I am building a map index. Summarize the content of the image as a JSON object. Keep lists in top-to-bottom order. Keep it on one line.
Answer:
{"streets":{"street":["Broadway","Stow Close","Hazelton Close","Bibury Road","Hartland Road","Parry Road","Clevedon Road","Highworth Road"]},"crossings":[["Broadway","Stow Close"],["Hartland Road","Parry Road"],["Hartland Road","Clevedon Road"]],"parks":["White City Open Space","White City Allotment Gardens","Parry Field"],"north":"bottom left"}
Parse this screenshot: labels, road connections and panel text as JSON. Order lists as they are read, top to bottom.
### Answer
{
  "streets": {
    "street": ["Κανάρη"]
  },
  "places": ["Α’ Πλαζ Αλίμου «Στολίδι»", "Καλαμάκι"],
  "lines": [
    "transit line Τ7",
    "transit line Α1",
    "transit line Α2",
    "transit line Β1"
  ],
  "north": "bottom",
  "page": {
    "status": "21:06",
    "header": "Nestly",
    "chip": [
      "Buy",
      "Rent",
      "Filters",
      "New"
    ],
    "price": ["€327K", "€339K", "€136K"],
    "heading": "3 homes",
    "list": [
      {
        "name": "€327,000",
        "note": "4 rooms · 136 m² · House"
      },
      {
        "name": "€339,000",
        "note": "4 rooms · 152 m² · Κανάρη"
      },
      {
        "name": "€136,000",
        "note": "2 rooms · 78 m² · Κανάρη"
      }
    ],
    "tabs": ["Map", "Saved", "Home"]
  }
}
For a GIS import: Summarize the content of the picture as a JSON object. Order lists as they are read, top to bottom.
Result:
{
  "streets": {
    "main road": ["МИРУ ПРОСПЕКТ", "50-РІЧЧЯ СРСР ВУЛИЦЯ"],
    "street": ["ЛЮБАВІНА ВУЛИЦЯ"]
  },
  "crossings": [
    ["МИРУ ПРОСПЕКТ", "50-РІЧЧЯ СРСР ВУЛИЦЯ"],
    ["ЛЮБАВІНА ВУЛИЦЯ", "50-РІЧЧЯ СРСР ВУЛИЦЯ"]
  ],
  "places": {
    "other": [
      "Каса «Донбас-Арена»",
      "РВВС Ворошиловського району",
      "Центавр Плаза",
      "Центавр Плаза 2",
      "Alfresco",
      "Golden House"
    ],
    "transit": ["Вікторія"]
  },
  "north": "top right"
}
== == ==
- AIM OF THE TASK:
Collect the complete line wherever the string "JSON" appears in the records.

- SOLVED EXERCISE:
I am building a map index. Summarize the content of the image as a JSON object. Keep lists in top-to-bottom order. Keep it on one line.
Parse this screenshot: labels, road connections and panel text as JSON. Order lists as they are read, top to bottom.
For a GIS import: Summarize the content of the picture as a JSON object. Order lists as they are read, top to bottom.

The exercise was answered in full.